Tony eut un mouvement de recul instinctif. Ainsi, William savait pour Alexandre et lui.
- Monsieur, je...
- Partez ! Je ne veux pas de vous sous mon toit !
Devant la colère de l'autre homme, Tony n'eut pas d'autre choix que d'obtempérer. Alors qu'il sortait de la maison, il se retourna vers William une dernière fois. Il avait besoin de savoir :
- Dites-moi juste comment il va... je vous en prie...
- Mon fils est mort !
Quatre mots. Il avait suffi de quatre petits mots pour que la vie de Tony bascule dans l'horreur.

***

Octobre 2009

Pendant que Tony racontait ce qui s'était passé vingt ans plus tôt, Alexandre s'était assis sur une chaise. Il avait l'air las d'une personne qui venait de comprendre qu'il avait été la victime d'une odieuse machination de la part de l'un de ses proches. Tony prit place en face de lui, partagé entre la joie de voir son ancien amant vivant et la colère pour toutes ses années perdues et la souffrance qu'il avait enduré lorsqu'il l'avait cru mort.

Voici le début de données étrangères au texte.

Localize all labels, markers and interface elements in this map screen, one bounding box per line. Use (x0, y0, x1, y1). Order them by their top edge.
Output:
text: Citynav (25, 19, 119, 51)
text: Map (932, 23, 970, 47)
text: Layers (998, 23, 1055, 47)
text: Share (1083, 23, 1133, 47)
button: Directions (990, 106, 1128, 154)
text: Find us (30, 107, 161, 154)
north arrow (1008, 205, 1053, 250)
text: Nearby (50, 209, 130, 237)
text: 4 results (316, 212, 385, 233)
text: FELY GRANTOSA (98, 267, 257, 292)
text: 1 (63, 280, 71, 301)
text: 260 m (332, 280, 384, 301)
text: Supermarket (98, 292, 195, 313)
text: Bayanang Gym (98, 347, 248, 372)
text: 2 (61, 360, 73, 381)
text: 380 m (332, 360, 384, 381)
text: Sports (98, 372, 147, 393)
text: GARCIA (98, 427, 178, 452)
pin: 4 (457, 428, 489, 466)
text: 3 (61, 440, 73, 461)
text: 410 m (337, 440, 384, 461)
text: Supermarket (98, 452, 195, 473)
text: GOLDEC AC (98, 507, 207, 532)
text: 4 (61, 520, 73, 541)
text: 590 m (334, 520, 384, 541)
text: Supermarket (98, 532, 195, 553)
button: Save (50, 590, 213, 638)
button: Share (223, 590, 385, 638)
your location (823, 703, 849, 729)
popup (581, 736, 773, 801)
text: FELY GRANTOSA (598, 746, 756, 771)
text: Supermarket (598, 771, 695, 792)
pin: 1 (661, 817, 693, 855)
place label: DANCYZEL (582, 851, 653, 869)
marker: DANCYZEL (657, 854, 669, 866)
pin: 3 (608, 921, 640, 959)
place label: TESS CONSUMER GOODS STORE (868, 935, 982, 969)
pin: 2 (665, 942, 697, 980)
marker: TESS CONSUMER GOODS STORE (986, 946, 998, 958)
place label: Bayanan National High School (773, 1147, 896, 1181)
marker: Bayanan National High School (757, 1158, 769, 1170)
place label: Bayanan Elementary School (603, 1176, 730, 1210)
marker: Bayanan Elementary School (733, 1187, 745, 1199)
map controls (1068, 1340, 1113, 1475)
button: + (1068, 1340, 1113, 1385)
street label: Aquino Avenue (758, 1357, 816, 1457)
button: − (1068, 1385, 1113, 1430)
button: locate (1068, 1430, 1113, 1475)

- Puisque tu étais vivant, pourquoi tu n'as pas essayé de me contacter ? Demanda-t-il d'un ton qu'il espérait neutre.
- Parce que je pensais que tu ne voulais plus me voir... Et aujourd'hui, je réalise que tout ça vient de mon père.
- Explique-toi !
Alexandre passa une main sur son visage, puis plongea son regard clair dans les yeux sombres de son ancien compagnon.

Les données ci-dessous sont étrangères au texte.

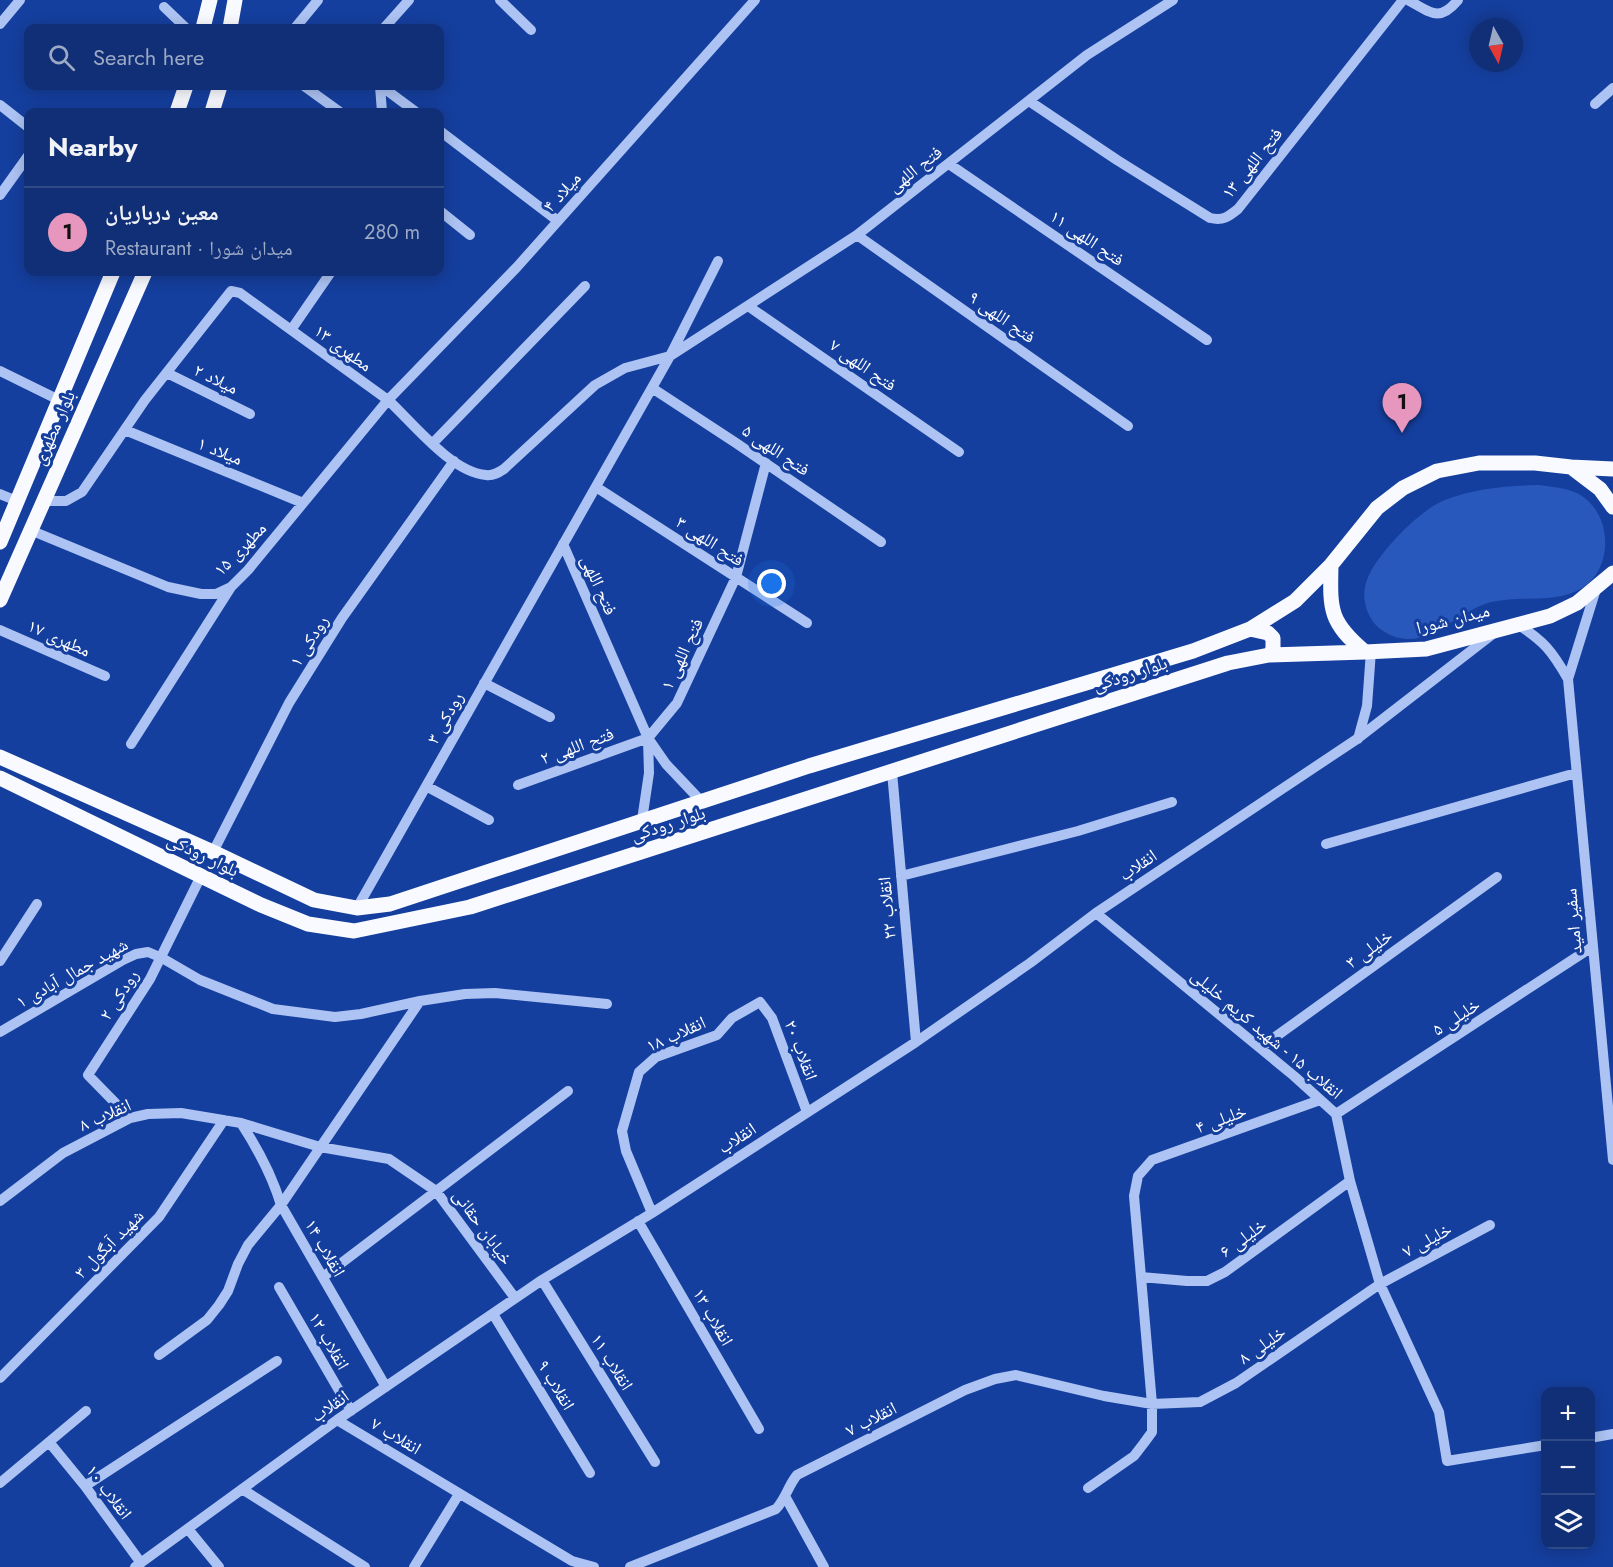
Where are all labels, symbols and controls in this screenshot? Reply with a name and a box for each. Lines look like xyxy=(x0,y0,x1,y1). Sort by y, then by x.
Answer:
north arrow xyxy=(1469,18,1523,72)
search box xyxy=(24,24,444,90)
icon: search xyxy=(45,41,78,74)
text: Search here xyxy=(93,41,204,73)
street label: فتح اللهی ۱۳ xyxy=(1215,122,1289,204)
text: Nearby xyxy=(48,128,137,166)
street label: فتح اللهی xyxy=(882,139,948,199)
street label: میلاد ۴ xyxy=(537,166,587,218)
text: معین درباریان xyxy=(105,196,219,228)
street label: فتح اللهی ۱۱ xyxy=(1045,204,1129,272)
text: 1 xyxy=(62,218,73,247)
text: 280 m xyxy=(364,218,420,247)
text: Restaurant · میدان شورا xyxy=(105,234,293,263)
street label: فتح اللهی ۹ xyxy=(963,284,1041,350)
street label: مطهری ۱۳ xyxy=(309,318,377,378)
street label: فتح اللهی ۷ xyxy=(824,332,902,398)
street label: میلاد ۲ xyxy=(189,357,243,401)
pin: 1 xyxy=(1382,384,1422,433)
street label: بلوار مطهری xyxy=(26,386,82,469)
street label: فتح اللهی ۵ xyxy=(737,418,815,482)
street label: میلاد ۱ xyxy=(194,430,246,472)
street label: فتح اللهی ۳ xyxy=(671,509,749,573)
street label: مطهری ۱۵ xyxy=(208,516,272,582)
street label: فتح اللهی xyxy=(574,551,624,619)
your location xyxy=(757,569,786,598)
street label: میدان شورا xyxy=(1413,597,1493,641)
street label: رودکی ۱ xyxy=(283,610,335,672)
street label: مطهری ۱۷ xyxy=(23,613,95,663)
street label: فتح اللهی ۱ xyxy=(654,614,710,694)
street label: بلوار رودکی xyxy=(1089,650,1171,698)
street label: رودکی ۳ xyxy=(420,687,470,749)
street label: فتح اللهی ۲ xyxy=(537,721,617,771)
street label: بلوار رودکی xyxy=(627,800,709,848)
street label: بلوار رودکی xyxy=(163,826,243,884)
street label: انقلاب xyxy=(1114,843,1162,887)
street label: انقلاب ۲۲ xyxy=(871,876,903,940)
street label: سفیر امید xyxy=(1557,887,1589,955)
street label: خلیلی ۳ xyxy=(1340,923,1398,975)
street label: شهید جمال آبادی ۱ xyxy=(11,931,133,1015)
street label: انقلاب ۱۵ - شهید کریم خلیلی xyxy=(1185,963,1349,1105)
street label: رودکی ۲ xyxy=(93,964,145,1026)
street label: خلیلی ۵ xyxy=(1427,992,1485,1042)
street label: انقلاب ۱۸ xyxy=(642,1009,710,1059)
street label: انقلاب ۲۰ xyxy=(778,1016,824,1084)
street label: انقلاب ۸ xyxy=(75,1092,135,1138)
street label: خلیلی ۴ xyxy=(1192,1098,1250,1140)
street label: انقلاب xyxy=(713,1116,761,1160)
street label: خیابان حقانی xyxy=(447,1184,519,1270)
street label: شهید آبگول ۳ xyxy=(68,1203,150,1285)
street label: خلیلی ۶ xyxy=(1214,1212,1272,1264)
street label: انقلاب ۱۴ xyxy=(298,1214,352,1282)
street label: خلیلی ۷ xyxy=(1398,1216,1456,1264)
street label: انقلاب ۱۳ xyxy=(686,1283,740,1351)
street label: انقلاب ۱۲ xyxy=(302,1307,356,1375)
street label: خلیلی ۸ xyxy=(1233,1319,1291,1371)
street label: انقلاب ۱۱ xyxy=(584,1329,640,1395)
street label: انقلاب ۹ xyxy=(531,1355,581,1415)
street label: انقلاب xyxy=(306,1384,354,1428)
map controls xyxy=(1541,1387,1595,1549)
button: + xyxy=(1541,1387,1595,1441)
street label: انقلاب ۷ xyxy=(841,1395,901,1443)
street label: انقلاب ۷ xyxy=(366,1411,426,1461)
button: − xyxy=(1541,1441,1595,1495)
street label: انقلاب ۱۰ xyxy=(80,1459,138,1525)
button: layers xyxy=(1541,1495,1595,1549)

- Je suis resté deux jours inconscient après l'accident. À mon réveil, les médecins m'ont appris que j'avais les deux jambes brisées en plusieurs endroits, que j'avais déjà été opéré mais que j'allais devoir subir au moins trois autres interventions si je voulais pouvoir remarcher un jour. Lorsque j'ai demandé de tes nouvelles, ils n'ont rien voulu me dire. Mon père est arrivé peu après et il m'a dit... il m'a affirmé que tu n'avais été que légèrement blessé et que tu étais reparti aux USA dès le lendemain de l'accident. Il m'a dit que tu n'avais pris aucune nouvelle de moi... J'étais si mal... j'étais sous calmants à cause de la douleur et perturbé par ton absence... Mon père a réussi à me convaincre que tu ne voulais plus de moi... que je devais t'oublier... Je l'ai cru, Tony... J'ai passé plusieurs semaines dans une clinique privée, le temps des opérations, et ensuite, mon père m'a envoyé dans une maison de repos en Écosse. Je devais y être lorsque tu es allé le voir. Si j'avais su... durant toutes ses années, j'ai cru que tu m'avais abandonné au moment où j'avais le plus besoin de toi !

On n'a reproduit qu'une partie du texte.